INSTRUCTIONS FOR THE TASK
Only the lines from the start of the entries through the line with "filter:drop-shadow(0 0 2px" should be returned, each exactly as it stands, and no pictures.

+ + + + + + +

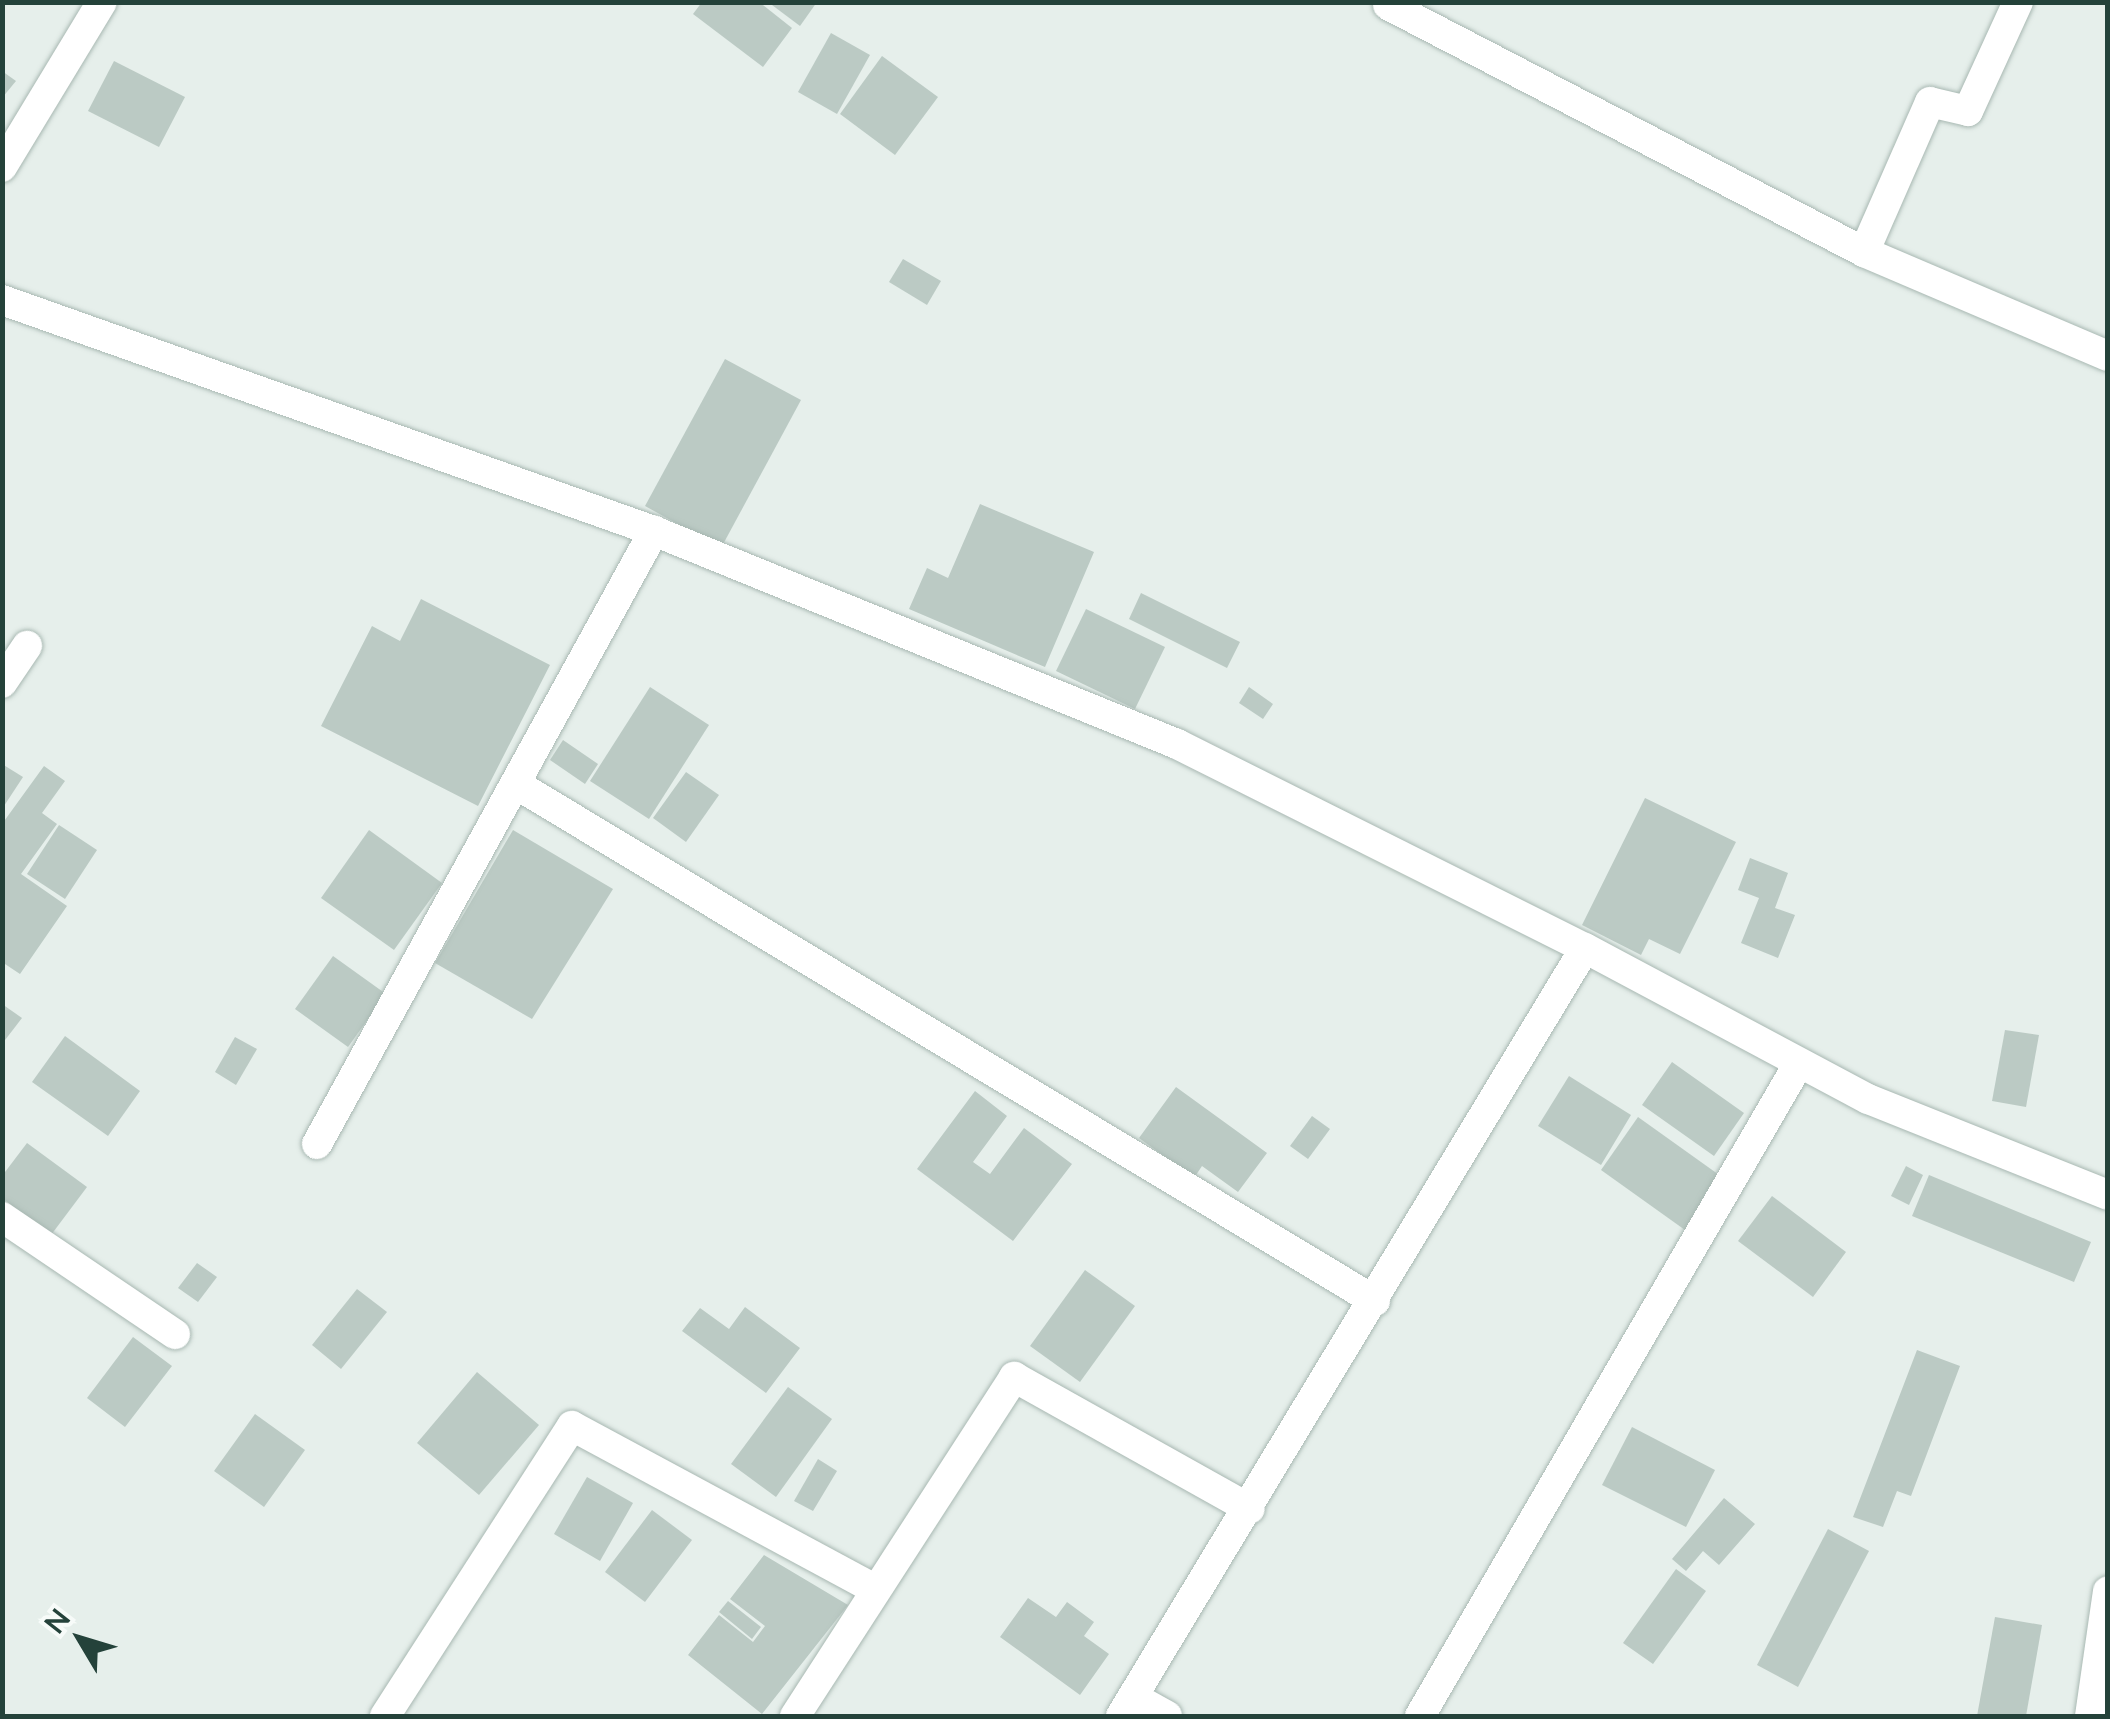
<!DOCTYPE html>
<html>
<head>
<meta charset="utf-8">
<style>
  body { margin:0 }
  #map { position:relative; width:2110px; height:1719px; overflow:hidden; background:#e6efeb; font-family:Lato,sans-serif }
  div>[style] { position:absolute }
  .building>* { inset:0; background:#bbcac4 }
  .roads { filter:drop-shadow(0 0 2px #a8b8b2) drop-shadow(0 0 2px #a8b8b2) }
  .street>* { height:30px; margin:-15px; padding:0 15px; transform-origin:15px; border-radius:15px; background:#fff }
  .secondary>* { height:30px; margin:-15px; padding:0 15px; transform-origin:15px; border-radius:15px; background:#fff }
  span { translate:-50% -50%; white-space:nowrap; text-align:center; line-height:1.15; -webkit-text-stroke:8px #f7fbf9; paint-order:stroke }
  .frame { position:absolute; inset:0; border:5px solid #24423a; pointer-events:none }
  .north { position:absolute; left:30px; top:1589px; width:100px; height:100px; -webkit-text-stroke:8px #f7fbf9; paint-order:stroke; rotate:308deg; font-size:28px; font-weight:700; line-height:40px; text-align:center; color:#24423a }
  .north::after { content:''; display:block; margin:auto; width:35px; height:45px; background:#24423a; clip-path:polygon(50% 0,100% 100%,50% 72%,0 100%) }
</style>
</head>
<body>
<div id="map">
  <div class="building">
    <div style="clip-path:polygon(702px 2px,759px 2px,792px 28px,763px 67px,693px 14px)"></div>
    <div style="clip-path:polygon(768px 2px,817px 2px,800px 26px)"></div>
    <div style="clip-path:polygon(831px 33px,870px 55px,837px 114px,798px 92px)"></div>
    <div style="clip-path:polygon(882px 56px,938px 97px,895px 155px,840px 114px)"></div>
    <div style="clip-path:polygon(114px 61px,185px 97px,159px 147px,88px 111px)"></div>
    <div style="clip-path:polygon(2px 71px,16px 81px,2px 98px)"></div>
    <div style="clip-path:polygon(903px 259px,941px 281px,927px 305px,889px 282px)"></div>
    <div style="clip-path:polygon(725px 359px,801px 400px,721px 548px,645px 506px)"></div>
    <div style="clip-path:polygon(980px 504px,1094px 552px,1045px 667px,909px 609px,927px 568px,948px 578px)"></div>
    <div style="clip-path:polygon(1141px 593px,1240px 642px,1227px 668px,1129px 619px)"></div>
    <div style="clip-path:polygon(421px 599px,550px 665px,478px 806px,321px 726px,372px 626px,400px 641px)"></div>
    <div style="clip-path:polygon(1086px 609px,1165px 647px,1135px 709px,1056px 671px)"></div>
    <div style="clip-path:polygon(650px 687px,709px 725px,649px 819px,590px 781px)"></div>
    <div style="clip-path:polygon(1249px 687px,1273px 704px,1263px 719px,1239px 703px)"></div>
    <div style="clip-path:polygon(563px 740px,598px 764px,585px 784px,550px 760px)"></div>
    <div style="clip-path:polygon(2px 764px,23px 777px,2px 809px)"></div>
    <div style="clip-path:polygon(44px 766px,65px 781px,42px 813px,57px 824px,21px 874px,67px 906px,20px 974px,2px 962px,2px 824px)"></div>
    <div style="clip-path:polygon(686px 772px,719px 795px,686px 842px,653px 818px)"></div>
    <div style="clip-path:polygon(1645px 798px,1736px 842px,1680px 954px,1649px 939px,1641px 955px,1582px 925px)"></div>
    <div style="clip-path:polygon(59px 825px,97px 850px,65px 899px,27px 874px)"></div>
    <div style="clip-path:polygon(369px 830px,442px 883px,394px 950px,321px 898px)"></div>
    <div style="clip-path:polygon(513px 830px,613px 889px,532px 1019px,435px 963px)"></div>
    <div style="clip-path:polygon(1750px 858px,1788px 873px,1775px 908px,1795px 915px,1778px 958px,1741px 943px,1759px 898px,1738px 890px)"></div>
    <div style="clip-path:polygon(333px 956px,386px 994px,348px 1047px,295px 1009px)"></div>
    <div style="clip-path:polygon(2px 1004px,22px 1018px,2px 1044px)"></div>
    <div style="clip-path:polygon(2005px 1030px,2039px 1035px,2026px 1107px,1992px 1101px)"></div>
    <div style="clip-path:polygon(65px 1036px,140px 1091px,108px 1136px,32px 1082px)"></div>
    <div style="clip-path:polygon(235px 1037px,257px 1049px,236px 1085px,215px 1072px)"></div>
    <div style="clip-path:polygon(1672px 1062px,1744px 1113px,1714px 1156px,1642px 1105px)"></div>
    <div style="clip-path:polygon(1569px 1076px,1631px 1115px,1601px 1165px,1538px 1126px)"></div>
    <div style="clip-path:polygon(1176px 1087px,1267px 1153px,1238px 1192px,1202px 1166px,1194px 1178px,1139px 1138px)"></div>
    <div style="clip-path:polygon(975px 1091px,1007px 1116px,973px 1162px,990px 1174px,1024px 1128px,1072px 1164px,1013px 1241px,917px 1169px)"></div>
    <div style="clip-path:polygon(1312px 1116px,1330px 1129px,1308px 1159px,1290px 1146px)"></div>
    <div style="clip-path:polygon(1638px 1117px,1722px 1177px,1685px 1230px,1601px 1170px)"></div>
    <div style="clip-path:polygon(27px 1143px,87px 1187px,51px 1235px,2px 1198px,2px 1176px)"></div>
    <div style="clip-path:polygon(1906px 1166px,1923px 1175px,1909px 1205px,1891px 1196px)"></div>
    <div style="clip-path:polygon(1929px 1175px,2091px 1242px,2074px 1282px,1912px 1216px)"></div>
    <div style="clip-path:polygon(1772px 1196px,1846px 1252px,1813px 1297px,1738px 1241px)"></div>
    <div style="clip-path:polygon(197px 1263px,217px 1277px,198px 1302px,178px 1288px)"></div>
    <div style="clip-path:polygon(1085px 1270px,1135px 1306px,1080px 1382px,1030px 1346px)"></div>
    <div style="clip-path:polygon(357px 1289px,387px 1312px,341px 1369px,312px 1345px)"></div>
    <div style="clip-path:polygon(745px 1307px,800px 1348px,766px 1393px,682px 1331px,700px 1308px,729px 1329px)"></div>
    <div style="clip-path:polygon(133px 1337px,172px 1366px,125px 1427px,87px 1398px)"></div>
    <div style="clip-path:polygon(1917px 1350px,1960px 1366px,1911px 1496px,1897px 1491px,1883px 1527px,1853px 1517px)"></div>
    <div style="clip-path:polygon(477px 1372px,539px 1425px,479px 1495px,417px 1443px)"></div>
    <div style="clip-path:polygon(788px 1387px,832px 1419px,776px 1497px,731px 1464px)"></div>
    <div style="clip-path:polygon(255px 1414px,305px 1450px,264px 1507px,214px 1471px)"></div>
    <div style="clip-path:polygon(1632px 1427px,1715px 1470px,1686px 1527px,1602px 1485px)"></div>
    <div style="clip-path:polygon(818px 1459px,837px 1471px,813px 1511px,794px 1501px)"></div>
    <div style="clip-path:polygon(587px 1477px,633px 1503px,600px 1561px,554px 1534px)"></div>
    <div style="clip-path:polygon(1724px 1498px,1755px 1524px,1719px 1565px,1703px 1551px,1686px 1571px,1672px 1559px)"></div>
    <div style="clip-path:polygon(652px 1510px,692px 1540px,645px 1602px,605px 1572px)"></div>
    <div style="clip-path:polygon(1828px 1529px,1869px 1551px,1798px 1687px,1757px 1665px)"></div>
    <div style="clip-path:polygon(764px 1555px,848px 1605px,762px 1714px,688px 1655px,719px 1615px,753px 1642px,765px 1626px,730px 1599px)"></div>
    <div style="clip-path:polygon(1676px 1569px,1706px 1591px,1653px 1664px,1623px 1643px)"></div>
    <div style="clip-path:polygon(1028px 1598px,1056px 1617px,1067px 1602px,1094px 1622px,1084px 1636px,1109px 1654px,1080px 1695px,1000px 1637px)"></div>
    <div style="clip-path:polygon(728px 1601px,761px 1627px,752px 1639px,719px 1612px)"></div>
    <div style="clip-path:polygon(1995px 1617px,2042px 1625px,2026px 1716px,1977px 1716px)"></div>
  </div>
  <div class="roads">
    <div class="street">
      <div style="left:2018px;top:2px;width:120px;rotate:114.6deg"></div>
      <div style="left:1968px;top:111px;width:39px;rotate:-167deg"></div>
      <div style="left:1930px;top:102px;width:164px;rotate:113.7deg"></div>
      <div style="left:1864px;top:252px;width:265px;rotate:23.1deg"></div>
      <div style="left:1388px;top:5px;width:536px;rotate:27.43deg"></div>
      <div style="left:2px;top:167px;width:193px;rotate:-58.8deg"></div>
      <div style="left:2px;top:300px;width:692px;rotate:19.51deg"></div>
      <div style="left:2px;top:683px;width:45px;rotate:-56deg"></div>
      <div style="left:519px;top:786px;width:999px;rotate:31.03deg"></div>
      <div style="left:317px;top:1144px;width:700px;rotate:-61.2deg"></div>
      <div style="left:654px;top:531px;width:565px;rotate:22.16deg"></div>
      <div style="left:1177px;top:744px;width:456px;rotate:26.6deg"></div>
      <div style="left:2px;top:1217px;width:209px;rotate:34.1deg"></div>
      <div style="left:1133px;top:1697px;width:39px;rotate:29deg"></div>
      <div style="left:385px;top:1716px;width:345px;rotate:-57.2deg"></div>
      <div style="left:572px;top:1426px;width:345px;rotate:28.3deg"></div>
      <div style="left:795px;top:1716px;width:404px;rotate:-57.1deg"></div>
      <div style="left:1014px;top:1377px;width:270px;rotate:29.2deg"></div>
      <div style="left:1121px;top:1716px;width:897px;rotate:-58.86deg"></div>
      <div style="left:1585px;top:948px;width:321px;rotate:28.1deg"></div>
      <div style="left:1868px;top:1099px;width:258px;rotate:21.8deg"></div>
      <div style="left:1420px;top:1716px;width:755px;rotate:-59.87deg"></div>
    </div>
    <div class="secondary">
      <div style="left:2090px;top:1716px;width:126px;rotate:-81.8deg"></div>
    </div>
  </div>
  <div class="frame"></div>
  <div class="north">N</div>
</div>
</body>
</html>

+ + + + + + +

ANSWER SPACE
<!DOCTYPE html>
<html>
<head>
<meta charset="utf-8">
<style>
  body { margin:0 }
  #map { position:relative; width:2110px; height:1719px; overflow:hidden; background:#e6efeb; font-family:Lato,sans-serif }
  div>[style] { position:absolute }
  .building>* { inset:0; background:#bbcac4 }
  .roads { filter:drop-shadow(0 0 2px #a8b8b2) drop-shadow(0 0 2px #a8b8b2) }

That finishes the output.